▶ [Problem]:
Within these entries, which lines include the string "start"? Copy each one.

[Collected data]
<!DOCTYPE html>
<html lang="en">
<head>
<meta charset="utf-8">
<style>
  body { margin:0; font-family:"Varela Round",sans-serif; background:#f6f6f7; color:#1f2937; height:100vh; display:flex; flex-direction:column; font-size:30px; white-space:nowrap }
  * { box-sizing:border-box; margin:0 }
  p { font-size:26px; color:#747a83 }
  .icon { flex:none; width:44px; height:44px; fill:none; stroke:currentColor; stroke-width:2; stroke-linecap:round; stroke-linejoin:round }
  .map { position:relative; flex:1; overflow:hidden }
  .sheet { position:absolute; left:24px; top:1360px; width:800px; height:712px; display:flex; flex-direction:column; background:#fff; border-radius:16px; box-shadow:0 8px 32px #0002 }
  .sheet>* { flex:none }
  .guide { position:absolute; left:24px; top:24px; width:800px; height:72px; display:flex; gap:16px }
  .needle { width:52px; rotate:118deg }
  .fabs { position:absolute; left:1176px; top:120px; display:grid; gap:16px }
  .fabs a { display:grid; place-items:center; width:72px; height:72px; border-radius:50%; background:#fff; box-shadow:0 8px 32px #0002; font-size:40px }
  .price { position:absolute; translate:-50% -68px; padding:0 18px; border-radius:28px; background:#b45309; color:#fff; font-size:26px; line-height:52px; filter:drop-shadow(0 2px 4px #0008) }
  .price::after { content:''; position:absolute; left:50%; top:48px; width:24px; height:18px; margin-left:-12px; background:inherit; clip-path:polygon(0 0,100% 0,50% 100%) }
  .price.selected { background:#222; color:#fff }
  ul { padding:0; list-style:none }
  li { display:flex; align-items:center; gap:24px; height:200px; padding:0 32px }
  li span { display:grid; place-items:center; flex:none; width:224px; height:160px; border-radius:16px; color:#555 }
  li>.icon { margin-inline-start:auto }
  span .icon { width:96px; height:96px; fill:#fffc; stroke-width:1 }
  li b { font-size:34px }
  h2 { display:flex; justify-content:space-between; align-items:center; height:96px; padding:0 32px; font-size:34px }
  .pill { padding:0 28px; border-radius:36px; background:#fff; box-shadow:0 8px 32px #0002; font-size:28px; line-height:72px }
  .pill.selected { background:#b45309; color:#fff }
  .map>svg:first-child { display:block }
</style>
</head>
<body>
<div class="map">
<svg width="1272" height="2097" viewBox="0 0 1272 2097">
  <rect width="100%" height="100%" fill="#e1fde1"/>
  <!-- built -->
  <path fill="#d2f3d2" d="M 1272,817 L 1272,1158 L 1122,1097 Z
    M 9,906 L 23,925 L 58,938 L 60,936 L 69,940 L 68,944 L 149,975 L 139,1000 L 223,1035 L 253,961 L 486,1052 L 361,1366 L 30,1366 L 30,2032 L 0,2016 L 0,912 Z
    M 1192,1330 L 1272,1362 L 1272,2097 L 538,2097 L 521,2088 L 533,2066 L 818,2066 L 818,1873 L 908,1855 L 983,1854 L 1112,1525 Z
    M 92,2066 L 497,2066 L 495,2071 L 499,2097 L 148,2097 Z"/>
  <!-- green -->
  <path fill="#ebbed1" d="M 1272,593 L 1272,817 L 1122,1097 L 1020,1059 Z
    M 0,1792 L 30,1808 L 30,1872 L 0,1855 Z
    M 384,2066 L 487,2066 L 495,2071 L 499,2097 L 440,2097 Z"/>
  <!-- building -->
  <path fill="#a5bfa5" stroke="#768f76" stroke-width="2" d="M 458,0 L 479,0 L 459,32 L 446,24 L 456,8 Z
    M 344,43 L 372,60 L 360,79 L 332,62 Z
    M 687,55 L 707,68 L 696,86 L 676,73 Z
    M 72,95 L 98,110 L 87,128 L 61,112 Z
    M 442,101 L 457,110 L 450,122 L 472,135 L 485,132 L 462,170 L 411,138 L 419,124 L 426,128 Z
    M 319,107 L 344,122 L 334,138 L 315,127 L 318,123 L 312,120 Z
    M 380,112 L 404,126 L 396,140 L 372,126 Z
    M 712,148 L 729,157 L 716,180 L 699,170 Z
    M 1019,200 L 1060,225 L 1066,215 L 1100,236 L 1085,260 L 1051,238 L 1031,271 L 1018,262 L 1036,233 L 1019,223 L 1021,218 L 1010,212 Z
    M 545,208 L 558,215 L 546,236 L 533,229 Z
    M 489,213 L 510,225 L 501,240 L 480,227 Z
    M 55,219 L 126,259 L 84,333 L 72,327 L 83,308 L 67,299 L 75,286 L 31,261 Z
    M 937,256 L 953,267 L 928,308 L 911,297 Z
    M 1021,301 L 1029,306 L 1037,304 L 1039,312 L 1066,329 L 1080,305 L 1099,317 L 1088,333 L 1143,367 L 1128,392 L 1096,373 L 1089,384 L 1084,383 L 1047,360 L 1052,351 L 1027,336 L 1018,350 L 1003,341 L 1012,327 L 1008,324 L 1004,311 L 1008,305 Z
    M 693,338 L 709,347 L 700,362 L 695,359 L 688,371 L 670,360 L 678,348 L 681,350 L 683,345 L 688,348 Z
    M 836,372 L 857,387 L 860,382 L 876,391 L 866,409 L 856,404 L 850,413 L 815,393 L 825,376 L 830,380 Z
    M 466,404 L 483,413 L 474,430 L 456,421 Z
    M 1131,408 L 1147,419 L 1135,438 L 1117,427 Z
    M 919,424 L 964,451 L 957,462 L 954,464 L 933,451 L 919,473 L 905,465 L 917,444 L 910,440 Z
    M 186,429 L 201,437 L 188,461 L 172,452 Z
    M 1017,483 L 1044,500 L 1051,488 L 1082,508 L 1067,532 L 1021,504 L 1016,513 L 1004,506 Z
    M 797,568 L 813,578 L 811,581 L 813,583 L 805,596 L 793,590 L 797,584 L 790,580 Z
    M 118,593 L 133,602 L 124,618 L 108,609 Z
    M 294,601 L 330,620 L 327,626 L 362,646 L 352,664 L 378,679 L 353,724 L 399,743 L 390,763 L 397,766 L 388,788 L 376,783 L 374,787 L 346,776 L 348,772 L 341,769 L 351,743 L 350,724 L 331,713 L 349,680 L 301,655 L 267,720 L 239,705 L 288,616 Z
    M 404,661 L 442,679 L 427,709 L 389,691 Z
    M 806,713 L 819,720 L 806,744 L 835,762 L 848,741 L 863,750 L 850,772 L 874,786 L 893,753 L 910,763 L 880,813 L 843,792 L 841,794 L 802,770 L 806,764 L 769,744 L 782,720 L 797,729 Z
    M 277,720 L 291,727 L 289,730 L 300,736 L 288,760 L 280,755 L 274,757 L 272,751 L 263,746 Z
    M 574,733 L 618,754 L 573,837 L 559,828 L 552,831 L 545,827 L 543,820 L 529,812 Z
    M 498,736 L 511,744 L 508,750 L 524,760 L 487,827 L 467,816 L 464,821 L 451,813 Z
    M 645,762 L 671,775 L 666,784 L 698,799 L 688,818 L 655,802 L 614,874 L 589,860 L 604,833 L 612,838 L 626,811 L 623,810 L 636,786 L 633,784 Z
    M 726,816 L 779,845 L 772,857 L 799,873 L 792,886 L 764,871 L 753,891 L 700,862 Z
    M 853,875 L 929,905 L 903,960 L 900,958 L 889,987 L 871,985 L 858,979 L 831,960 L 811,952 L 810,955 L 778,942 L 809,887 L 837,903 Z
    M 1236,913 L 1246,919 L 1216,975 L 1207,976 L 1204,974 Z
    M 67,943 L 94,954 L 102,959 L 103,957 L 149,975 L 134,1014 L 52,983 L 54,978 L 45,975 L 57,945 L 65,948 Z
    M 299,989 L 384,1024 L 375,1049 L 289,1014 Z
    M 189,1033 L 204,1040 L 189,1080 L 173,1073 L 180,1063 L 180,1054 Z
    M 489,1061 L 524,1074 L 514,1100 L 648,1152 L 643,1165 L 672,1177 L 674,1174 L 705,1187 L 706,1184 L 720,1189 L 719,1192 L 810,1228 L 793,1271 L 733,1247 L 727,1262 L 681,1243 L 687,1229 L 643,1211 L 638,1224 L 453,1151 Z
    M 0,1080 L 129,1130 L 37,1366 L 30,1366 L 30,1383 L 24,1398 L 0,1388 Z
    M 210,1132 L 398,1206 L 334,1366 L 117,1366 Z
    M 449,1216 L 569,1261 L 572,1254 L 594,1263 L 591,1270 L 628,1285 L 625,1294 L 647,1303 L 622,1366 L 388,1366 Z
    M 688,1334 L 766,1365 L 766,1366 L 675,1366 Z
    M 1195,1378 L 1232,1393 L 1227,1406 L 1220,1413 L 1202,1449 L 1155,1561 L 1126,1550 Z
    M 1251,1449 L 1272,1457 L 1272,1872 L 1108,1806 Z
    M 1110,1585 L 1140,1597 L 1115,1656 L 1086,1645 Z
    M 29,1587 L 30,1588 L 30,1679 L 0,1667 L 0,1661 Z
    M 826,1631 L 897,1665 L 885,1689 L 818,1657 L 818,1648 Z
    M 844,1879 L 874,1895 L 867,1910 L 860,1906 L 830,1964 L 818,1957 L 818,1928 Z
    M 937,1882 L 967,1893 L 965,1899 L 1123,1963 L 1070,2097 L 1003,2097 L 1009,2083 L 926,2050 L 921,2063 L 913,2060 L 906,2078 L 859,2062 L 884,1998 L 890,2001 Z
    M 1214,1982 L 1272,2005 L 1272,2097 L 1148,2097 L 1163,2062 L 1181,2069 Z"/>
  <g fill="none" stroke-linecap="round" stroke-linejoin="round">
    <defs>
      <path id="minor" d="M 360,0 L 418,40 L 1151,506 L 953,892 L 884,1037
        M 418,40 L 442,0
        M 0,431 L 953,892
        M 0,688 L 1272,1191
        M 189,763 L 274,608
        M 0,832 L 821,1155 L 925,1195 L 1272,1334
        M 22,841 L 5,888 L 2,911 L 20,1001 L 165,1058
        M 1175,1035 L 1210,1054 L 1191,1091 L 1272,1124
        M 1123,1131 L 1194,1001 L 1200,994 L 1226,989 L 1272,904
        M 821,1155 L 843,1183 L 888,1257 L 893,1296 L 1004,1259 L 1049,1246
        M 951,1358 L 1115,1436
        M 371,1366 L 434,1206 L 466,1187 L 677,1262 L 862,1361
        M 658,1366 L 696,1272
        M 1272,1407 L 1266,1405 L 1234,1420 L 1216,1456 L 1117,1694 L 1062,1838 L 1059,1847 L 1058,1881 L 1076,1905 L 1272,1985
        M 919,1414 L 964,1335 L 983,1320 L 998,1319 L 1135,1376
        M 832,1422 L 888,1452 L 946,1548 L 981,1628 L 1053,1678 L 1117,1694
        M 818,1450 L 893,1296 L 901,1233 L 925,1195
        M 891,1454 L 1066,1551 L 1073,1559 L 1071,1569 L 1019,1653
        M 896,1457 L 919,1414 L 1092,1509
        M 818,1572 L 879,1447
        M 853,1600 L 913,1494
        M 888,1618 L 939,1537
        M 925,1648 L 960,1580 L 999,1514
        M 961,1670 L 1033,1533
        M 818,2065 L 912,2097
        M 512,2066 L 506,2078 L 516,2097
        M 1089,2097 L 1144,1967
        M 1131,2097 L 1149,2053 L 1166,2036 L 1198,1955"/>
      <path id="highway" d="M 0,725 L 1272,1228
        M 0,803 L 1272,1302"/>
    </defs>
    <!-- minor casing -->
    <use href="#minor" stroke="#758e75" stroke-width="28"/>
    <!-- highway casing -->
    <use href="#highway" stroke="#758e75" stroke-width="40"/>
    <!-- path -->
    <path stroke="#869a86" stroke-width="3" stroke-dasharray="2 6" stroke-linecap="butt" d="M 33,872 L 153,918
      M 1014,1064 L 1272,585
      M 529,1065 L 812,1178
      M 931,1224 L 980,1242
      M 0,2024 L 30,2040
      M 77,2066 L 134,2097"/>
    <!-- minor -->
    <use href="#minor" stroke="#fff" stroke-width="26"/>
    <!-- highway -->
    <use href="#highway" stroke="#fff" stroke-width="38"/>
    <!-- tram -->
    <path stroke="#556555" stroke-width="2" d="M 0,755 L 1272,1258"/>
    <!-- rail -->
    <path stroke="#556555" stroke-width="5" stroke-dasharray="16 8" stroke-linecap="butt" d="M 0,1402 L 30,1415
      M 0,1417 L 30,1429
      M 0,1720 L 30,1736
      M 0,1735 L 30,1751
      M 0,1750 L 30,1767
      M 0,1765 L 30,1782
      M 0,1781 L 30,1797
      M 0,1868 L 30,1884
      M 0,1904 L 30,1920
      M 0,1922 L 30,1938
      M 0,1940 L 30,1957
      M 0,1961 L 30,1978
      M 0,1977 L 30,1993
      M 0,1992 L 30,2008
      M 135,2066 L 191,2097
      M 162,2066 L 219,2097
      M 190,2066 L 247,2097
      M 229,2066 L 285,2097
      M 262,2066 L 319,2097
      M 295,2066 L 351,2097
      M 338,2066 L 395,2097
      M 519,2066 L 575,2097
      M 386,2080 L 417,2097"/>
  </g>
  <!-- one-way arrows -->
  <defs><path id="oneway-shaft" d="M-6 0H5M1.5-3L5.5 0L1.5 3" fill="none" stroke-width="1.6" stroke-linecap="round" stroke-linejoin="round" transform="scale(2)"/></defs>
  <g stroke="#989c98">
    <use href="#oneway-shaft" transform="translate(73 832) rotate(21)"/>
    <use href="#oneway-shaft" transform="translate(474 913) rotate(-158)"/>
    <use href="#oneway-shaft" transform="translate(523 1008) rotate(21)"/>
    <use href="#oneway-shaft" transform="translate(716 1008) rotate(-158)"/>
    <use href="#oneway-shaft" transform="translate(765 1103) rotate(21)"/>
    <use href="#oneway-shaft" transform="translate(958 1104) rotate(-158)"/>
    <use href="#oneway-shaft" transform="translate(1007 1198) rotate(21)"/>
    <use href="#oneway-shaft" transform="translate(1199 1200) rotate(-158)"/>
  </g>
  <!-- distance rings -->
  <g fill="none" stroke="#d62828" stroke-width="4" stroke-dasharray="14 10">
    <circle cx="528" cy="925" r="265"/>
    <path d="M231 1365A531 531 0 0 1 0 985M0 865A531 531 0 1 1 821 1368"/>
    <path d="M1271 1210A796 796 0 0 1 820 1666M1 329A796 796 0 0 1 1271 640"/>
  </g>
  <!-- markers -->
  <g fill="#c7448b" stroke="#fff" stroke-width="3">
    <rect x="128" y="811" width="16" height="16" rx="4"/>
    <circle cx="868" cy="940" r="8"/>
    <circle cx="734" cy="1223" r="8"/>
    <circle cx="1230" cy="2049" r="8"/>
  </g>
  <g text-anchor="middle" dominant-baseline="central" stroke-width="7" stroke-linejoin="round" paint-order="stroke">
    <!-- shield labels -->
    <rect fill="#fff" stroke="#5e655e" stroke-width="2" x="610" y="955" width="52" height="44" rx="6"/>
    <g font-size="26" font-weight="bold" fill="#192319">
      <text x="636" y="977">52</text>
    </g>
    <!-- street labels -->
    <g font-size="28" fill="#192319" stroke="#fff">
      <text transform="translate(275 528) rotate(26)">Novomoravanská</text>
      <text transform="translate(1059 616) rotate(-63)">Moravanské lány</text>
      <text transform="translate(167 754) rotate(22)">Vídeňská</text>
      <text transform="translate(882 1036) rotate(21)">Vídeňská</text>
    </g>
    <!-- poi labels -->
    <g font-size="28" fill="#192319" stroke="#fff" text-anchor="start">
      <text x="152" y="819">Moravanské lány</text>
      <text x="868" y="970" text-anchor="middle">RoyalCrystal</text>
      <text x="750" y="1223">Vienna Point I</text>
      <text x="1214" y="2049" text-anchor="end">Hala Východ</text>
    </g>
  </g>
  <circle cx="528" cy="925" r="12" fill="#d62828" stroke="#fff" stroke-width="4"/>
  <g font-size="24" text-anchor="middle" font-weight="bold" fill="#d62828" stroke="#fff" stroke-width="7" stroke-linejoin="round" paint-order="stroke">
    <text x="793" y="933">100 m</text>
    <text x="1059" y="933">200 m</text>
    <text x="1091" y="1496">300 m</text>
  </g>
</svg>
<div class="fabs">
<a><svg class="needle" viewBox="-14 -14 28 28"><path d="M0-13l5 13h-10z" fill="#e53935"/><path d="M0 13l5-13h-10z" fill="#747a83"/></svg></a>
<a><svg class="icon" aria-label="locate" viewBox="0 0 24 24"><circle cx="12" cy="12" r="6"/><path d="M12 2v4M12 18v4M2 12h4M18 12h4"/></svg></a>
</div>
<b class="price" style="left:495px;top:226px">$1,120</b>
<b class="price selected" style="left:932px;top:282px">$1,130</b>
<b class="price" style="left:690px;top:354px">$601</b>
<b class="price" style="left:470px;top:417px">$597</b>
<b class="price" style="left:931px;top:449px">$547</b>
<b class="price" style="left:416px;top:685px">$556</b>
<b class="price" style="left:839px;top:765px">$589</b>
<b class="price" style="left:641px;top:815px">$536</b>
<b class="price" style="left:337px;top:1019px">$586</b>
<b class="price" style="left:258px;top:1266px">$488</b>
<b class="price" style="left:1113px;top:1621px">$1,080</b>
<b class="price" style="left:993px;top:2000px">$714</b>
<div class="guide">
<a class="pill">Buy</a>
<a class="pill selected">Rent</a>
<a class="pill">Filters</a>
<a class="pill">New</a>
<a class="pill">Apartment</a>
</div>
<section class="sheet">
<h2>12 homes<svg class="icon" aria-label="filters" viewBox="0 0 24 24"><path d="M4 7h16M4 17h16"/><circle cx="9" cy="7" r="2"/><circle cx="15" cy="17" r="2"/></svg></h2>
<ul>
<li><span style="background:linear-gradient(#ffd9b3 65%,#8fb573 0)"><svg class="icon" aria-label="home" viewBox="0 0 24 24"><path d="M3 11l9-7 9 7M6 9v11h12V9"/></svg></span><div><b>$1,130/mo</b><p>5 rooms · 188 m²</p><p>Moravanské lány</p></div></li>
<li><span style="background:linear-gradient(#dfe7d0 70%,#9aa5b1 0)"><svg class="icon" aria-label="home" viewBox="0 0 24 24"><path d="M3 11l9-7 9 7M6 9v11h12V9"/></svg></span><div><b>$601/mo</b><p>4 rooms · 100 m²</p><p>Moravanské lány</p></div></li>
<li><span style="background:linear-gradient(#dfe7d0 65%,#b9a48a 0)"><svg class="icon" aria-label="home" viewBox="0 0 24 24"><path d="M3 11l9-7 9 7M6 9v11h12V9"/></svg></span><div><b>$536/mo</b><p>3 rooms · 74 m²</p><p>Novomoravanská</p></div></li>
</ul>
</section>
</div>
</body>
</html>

▶ [Response area]:
  li>.icon { margin-inline-start:auto }
    <g font-size="28" fill="#192319" stroke="#fff" text-anchor="start">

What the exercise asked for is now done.